Stephen Mungu Mwangi v Republic [2004] KEHC 870 (KLR) | Attempted Robbery With Violence | Esheria

Stephen Mungu Mwangi v Republic [2004] KEHC 870 (KLR)

Full Case Text

REPUBLIC OF KENYA IN THE HIGH COURT OF KENYA AT NAIROBI CRIMINAL DIVISION CRIMINAL APPEAL NO. 792 OF 2002

(From original conviction(s) and Sentence(s) in Criminal case No. 2921 of 2001 of the Senior Principal Magistrate’s Court at Kibera (Ms. Mwangi – P.M.)

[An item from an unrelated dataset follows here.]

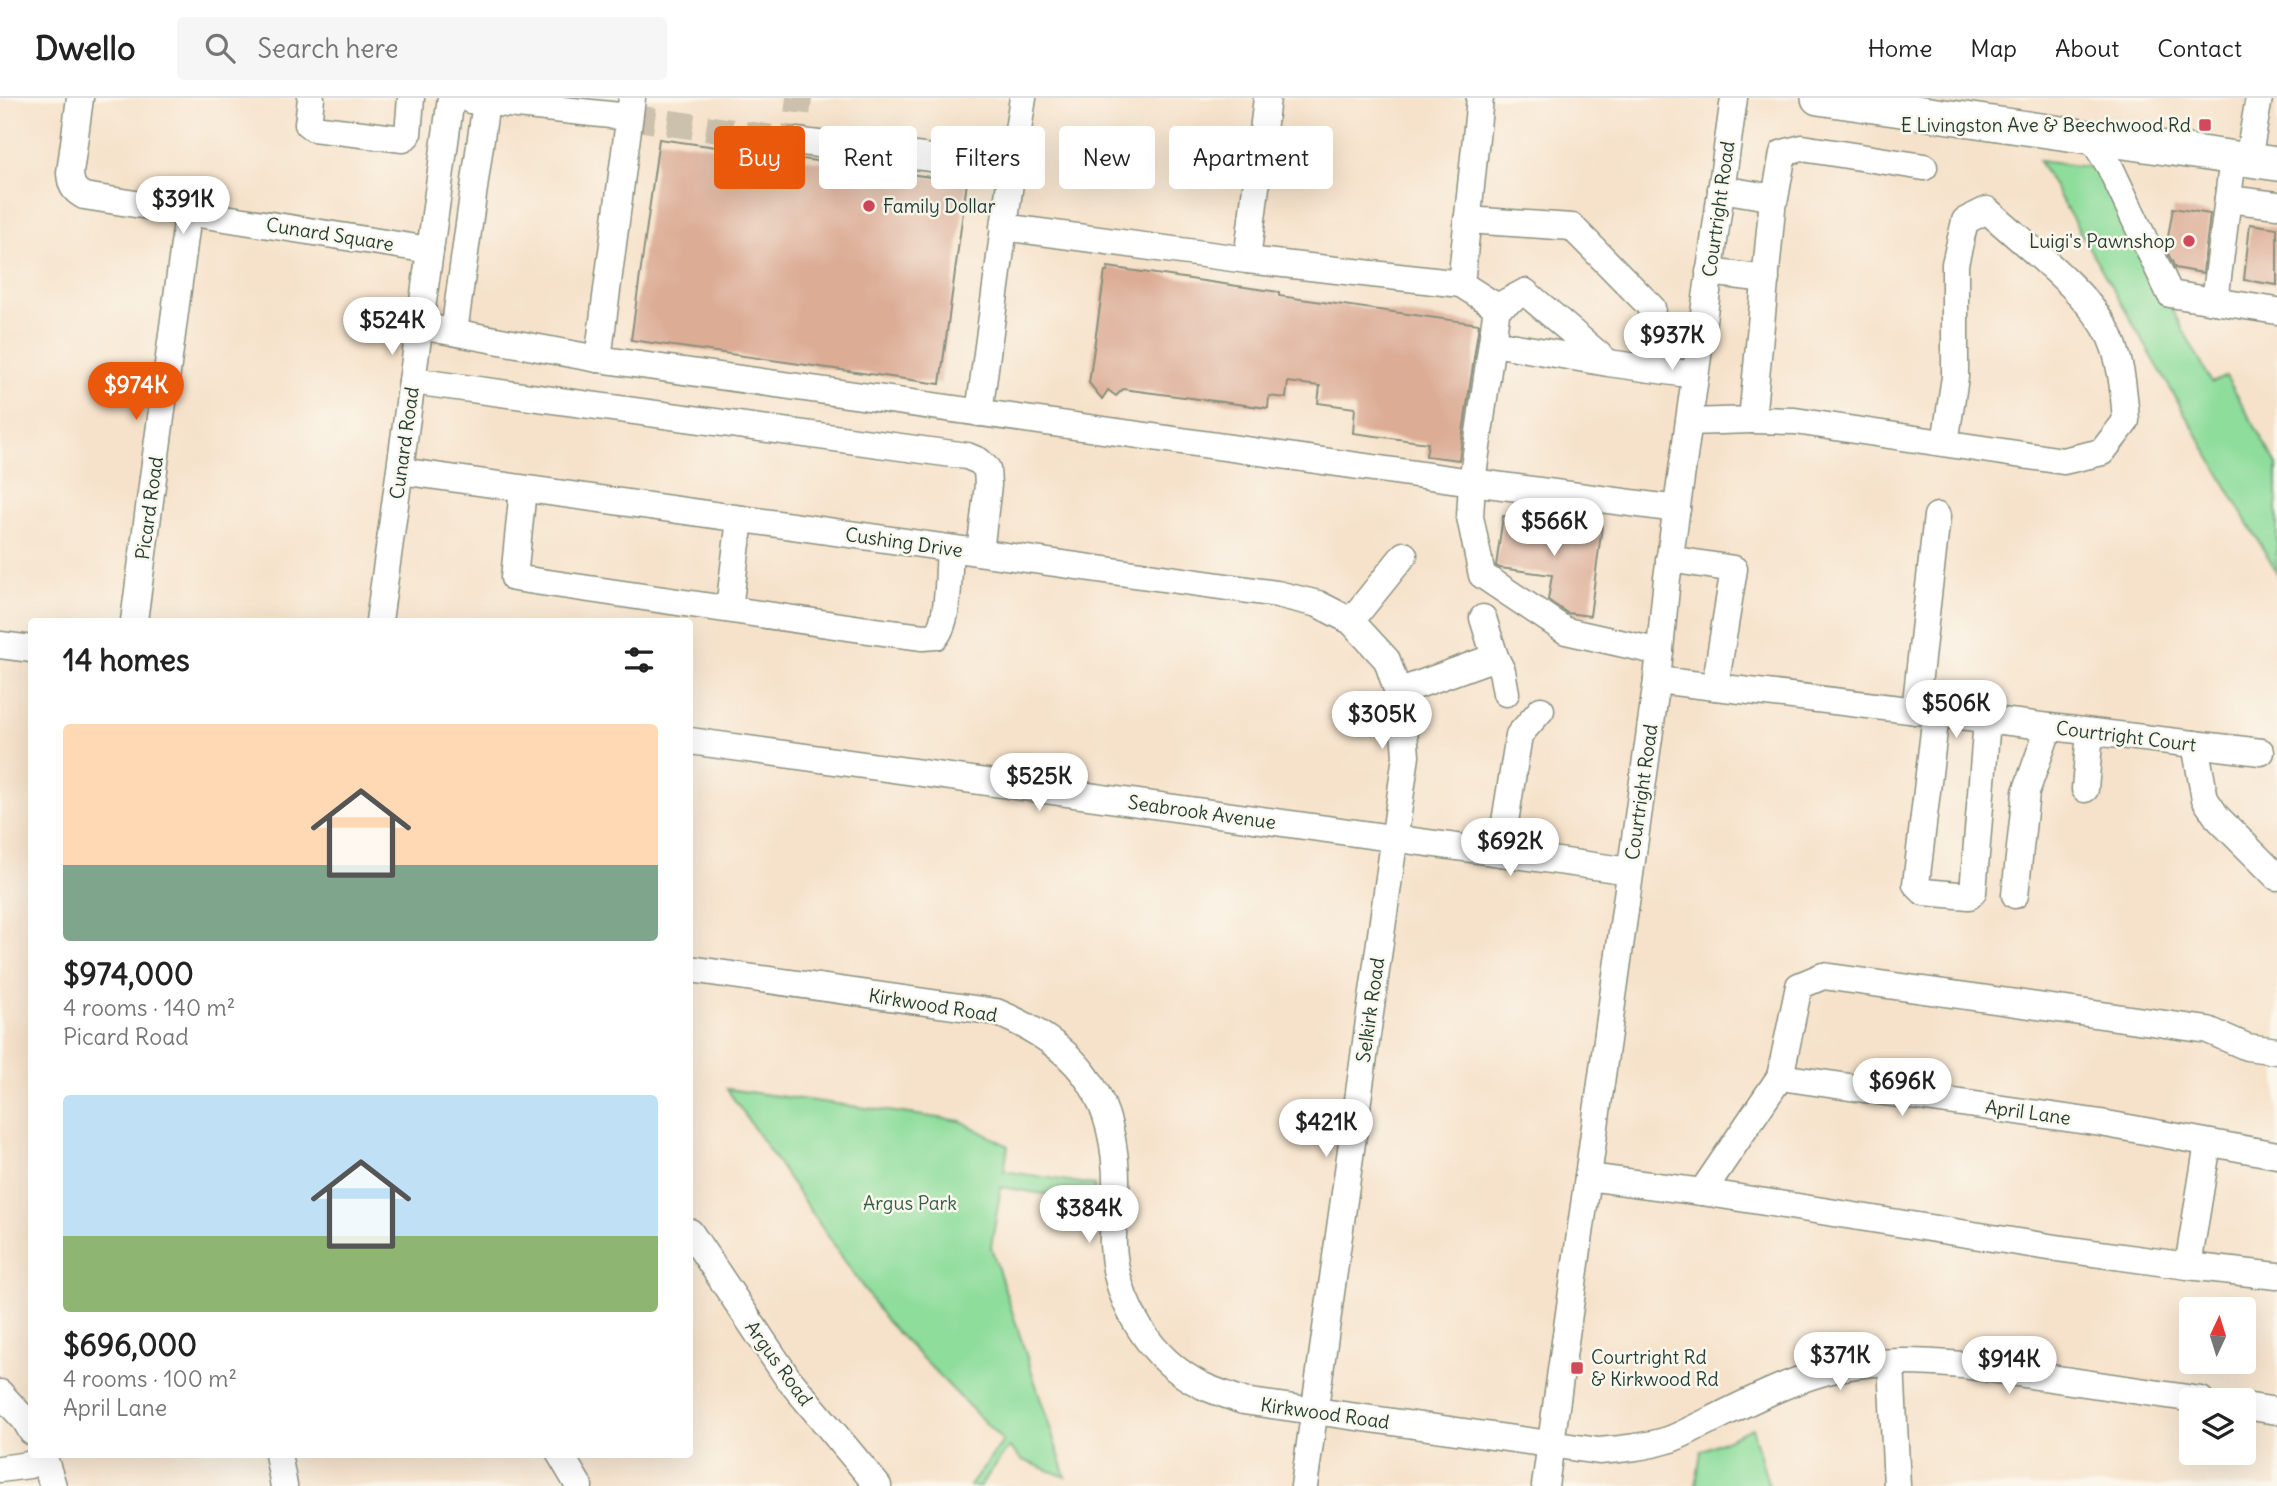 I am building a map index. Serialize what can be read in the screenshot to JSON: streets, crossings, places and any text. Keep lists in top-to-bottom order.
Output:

STEPHEN MUNGU MWANGI….………………….………..APPELLANT

VERSUS

REPUBLIC…………………… …………………………....RESPONDENT

J U D G M E N T

The Appellant, STEPHEN MUNGU MWANGI was found guilty and convicted of one count of ATTEMPTED ROBBERY WITH VIOLENCE contrary to Section 297(2) of Penal Code. One count of BEING IN POSSESSION OF A FIREARM WITHOUT A FIREARM CERTIFICATE contrary to Section 4(2) of the Firearms Act and one count of BEING IN POSSESSION OF AMMUNITION WITHOUT A FIREARMS CERTIFICATE contrary toSection 4(2) of the Firearms Act. He was sentenced to death in the first count and to 4 years and 2 years respectively in counts 2 and 3. being aggrieved by the conviction and sentence the Appellant lodged this Appeal. When the Appeal came up for hearing,MR. OGETII learned counsel for the state informed the court that he was conceding to the Appeal. He submitted that part of the Prosecution witness were lead in evidence by Cpl. KARICIITHO.

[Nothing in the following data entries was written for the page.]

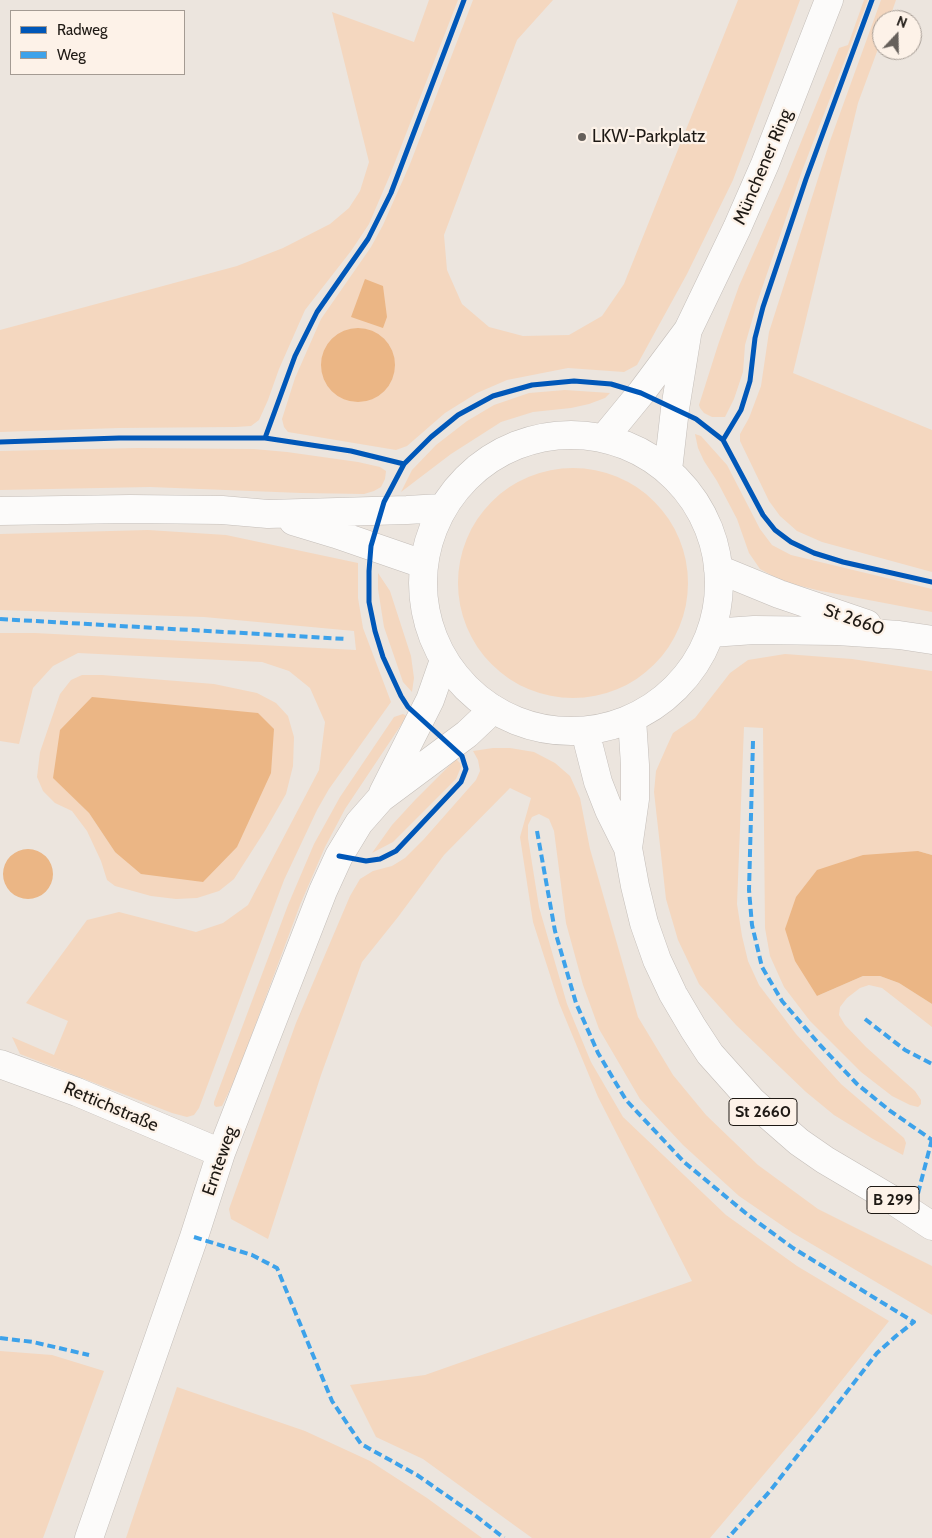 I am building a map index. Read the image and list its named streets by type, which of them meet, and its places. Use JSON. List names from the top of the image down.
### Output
{
  "streets": {
    "main road": [
      "Münchener Ring",
      "St 2660",
      "Rettichstraße",
      "Ernteweg",
      "B 299"
    ]
  },
  "crossings": [
    ["St 2660", "B 299"],
    ["Rettichstraße", "Ernteweg"]
  ],
  "places": ["LKW-Parkplatz"],
  "legend": ["Radweg", "Weg"],
  "north": "top"
} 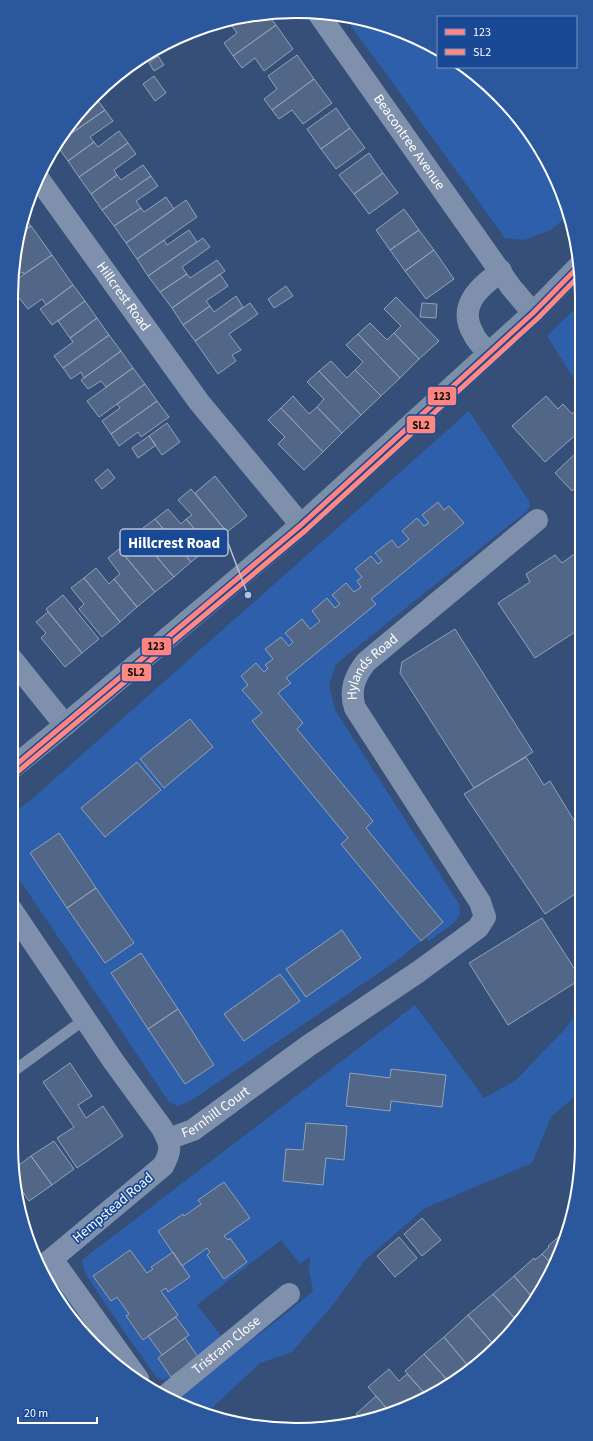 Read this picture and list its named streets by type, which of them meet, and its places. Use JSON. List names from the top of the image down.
{
  "streets": {
    "street": [
      "Beacontree Avenue",
      "Hillcrest Road",
      "Hylands Road",
      "Fernhill Court",
      "Hempstead Road",
      "Tristram Close"
    ]
  },
  "crossings": [
    ["Hylands Road", "Fernhill Court"],
    ["Fernhill Court", "Hempstead Road"]
  ],
  "places": ["Hillcrest Road"],
  "lines": ["transit line 123", "transit line SL2"],
  "legend": ["123", "SL2"],
  "scale_bar": "20 m"
}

MR. KANYI, learned counsel for the Appellant did not oppose the submission. On our part, we did peruse the trial court proceedings and did confirm that indeed one; CPL. KARICIITHO led the evidence of the Complainant in count 1. That rendered the entire proceedings a nullity being in contravention of Subsection 85(2) and 88 of the Criminal Procedure Code. In line with the ruling of the Court of Appeal in a similar matter in the case of ROY ELIREMA & ANOTHER vs. REPUBLIC C.A. No. 67 of 2002 (Mom) we hold that the proceedings were invalid. We accordingly quash the conviction and set aside the sentence.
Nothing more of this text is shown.